This study constructed four ICI gene subtypes. Gene cluster B displayed the features of decreased ICI scores, while gene cluster D had the features of increased ICI scores. We further uncovered the biological characteristics of ICI gene signatures A and B. ICI gene signatures A were mainly related to signal transduction. Malfunction of signal transduction may induce LGG initiation [35]. Moreover, ICI gene signatures B were primarily enriched in immune-related pathways such as Toll-like receptor pathway, chemokine pathway, B cell receptor pathway, and Th1, Th2, and Th17 cell differentiation. ICI score system was developed for prediction of LGG patients’ prognosis. Our results showed that patients with low ICI scores exhibited undesirable clinical outcomes, which were confirmed in the CGGA-LGG dataset. Thus, this score system could be utilized for predicting LGG patients’ prognosis. We further probed into the biological features based on ICI scores. High ICI scores displayed correlations to gap junction, neuroactive ligand receptor interaction, and oxidative phosphorylation. Furthermore, low ICI scores were significantly related to apoptosis, B cell receptor signaling pathway, cell adhesion, cytokine-cytokine receptor interaction, JAK STAT signaling pathway, and Notch signaling pathway. The above pathways may contribute to LGG progression. For example, IFN-γ may activate JAK/STAT pathway by binding to receptor, thereby inducing PD-L1 expression on tumor cells [24]. Several tumor-suppressive factors containing cytokines like TGF-β and IL-10 have been discovered in LGG [36].

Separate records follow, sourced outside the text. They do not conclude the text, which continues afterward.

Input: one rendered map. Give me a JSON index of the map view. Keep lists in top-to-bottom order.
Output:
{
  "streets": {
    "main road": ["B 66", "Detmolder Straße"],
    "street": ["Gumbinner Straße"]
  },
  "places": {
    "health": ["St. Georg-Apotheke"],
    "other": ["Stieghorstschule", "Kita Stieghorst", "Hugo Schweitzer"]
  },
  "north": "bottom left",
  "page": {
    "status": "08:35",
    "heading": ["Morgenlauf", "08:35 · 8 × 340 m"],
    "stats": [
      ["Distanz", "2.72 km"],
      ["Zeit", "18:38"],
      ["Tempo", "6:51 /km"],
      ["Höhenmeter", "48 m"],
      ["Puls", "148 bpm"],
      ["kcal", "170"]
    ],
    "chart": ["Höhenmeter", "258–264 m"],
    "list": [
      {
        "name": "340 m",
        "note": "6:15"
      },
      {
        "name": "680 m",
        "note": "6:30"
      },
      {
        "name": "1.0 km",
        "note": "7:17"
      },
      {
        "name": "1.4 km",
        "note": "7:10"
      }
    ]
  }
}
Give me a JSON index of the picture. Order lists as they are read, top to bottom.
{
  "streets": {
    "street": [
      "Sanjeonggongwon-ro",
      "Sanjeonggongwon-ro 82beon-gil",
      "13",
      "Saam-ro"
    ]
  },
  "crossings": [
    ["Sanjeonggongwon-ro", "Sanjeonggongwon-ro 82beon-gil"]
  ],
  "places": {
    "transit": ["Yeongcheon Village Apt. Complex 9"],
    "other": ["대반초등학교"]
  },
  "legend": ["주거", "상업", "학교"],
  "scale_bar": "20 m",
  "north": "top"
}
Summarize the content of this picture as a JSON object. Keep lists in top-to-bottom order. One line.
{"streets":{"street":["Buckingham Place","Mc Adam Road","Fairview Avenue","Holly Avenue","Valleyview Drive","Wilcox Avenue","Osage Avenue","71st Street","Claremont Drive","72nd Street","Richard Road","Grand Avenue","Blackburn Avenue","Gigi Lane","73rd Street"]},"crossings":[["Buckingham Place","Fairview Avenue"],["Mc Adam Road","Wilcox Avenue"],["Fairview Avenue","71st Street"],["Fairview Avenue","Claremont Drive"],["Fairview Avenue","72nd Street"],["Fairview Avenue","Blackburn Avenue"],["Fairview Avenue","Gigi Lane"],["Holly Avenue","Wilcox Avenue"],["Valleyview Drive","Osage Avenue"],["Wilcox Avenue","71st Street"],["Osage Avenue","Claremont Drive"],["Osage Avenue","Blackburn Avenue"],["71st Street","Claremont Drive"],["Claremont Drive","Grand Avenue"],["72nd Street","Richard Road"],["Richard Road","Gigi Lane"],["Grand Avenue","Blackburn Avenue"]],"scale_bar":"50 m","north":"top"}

Immunotherapies have emerged as promising therapeutic strategies in LGG. Tumor-infiltrating immune cells affect responsiveness to such therapies as well as outcomes. Thus, we further characterized the infiltration levels of tumor-infiltrating immune cells in high and low ICI score LGG samples. High ICI scores exhibited correlations to increased infiltration levels of memory B cells, CD8 T cells, CD4 naïve T cells, follicular helper T cells, macrophages M0, and eosinophils, while low ICI scores were in relation with increased infiltration levels of naïve B cells, plasma cells, CD4 memory resting T cells, Tregs, resting NK cells, macrophages M2, and activated dendritic cells. Furthermore, LGG with low ICI scores had increased immune scores as well as stromal scores. These data reflected the heterogeneity of tumor immune microenvironment between high and low ICI score LGG tissues. Immunotherapies with blockage of immune checkpoints have displayed clinical efficacy in LGG [37]. Here, high ICI scores were characterized by decreased immune activity genes including GZMA, TBX2, TNF, PRF1, IFNG, CXCL9, and CXCL10 as well as reduced immune checkpoint genes including LAG3, CD274, IDO1, PDCD1, HAVCR2, and CTLA4. TMB has been an independent prognostic index for glioma and increased TMB indicates poorer survival outcomes [38]. Furthermore, TMB may predict the response to immune checkpoint inhibitors in advanced cancers [39]. In the high ICI score group, there was a reduced TMB score compared to the low ICI score group. Also, ICI score displayed a negative correlation to TMB score. Hence, LGG patients with high ICI scores might have less response to immunotherapies. Based on DEGs between high and low ICI scores, we predicted several small molecular drugs against LGG such as carbarsone, sulfabenzamide, and phenazone. More experiments should be presented to verify the effects of these compounds on treating LGG in future studies.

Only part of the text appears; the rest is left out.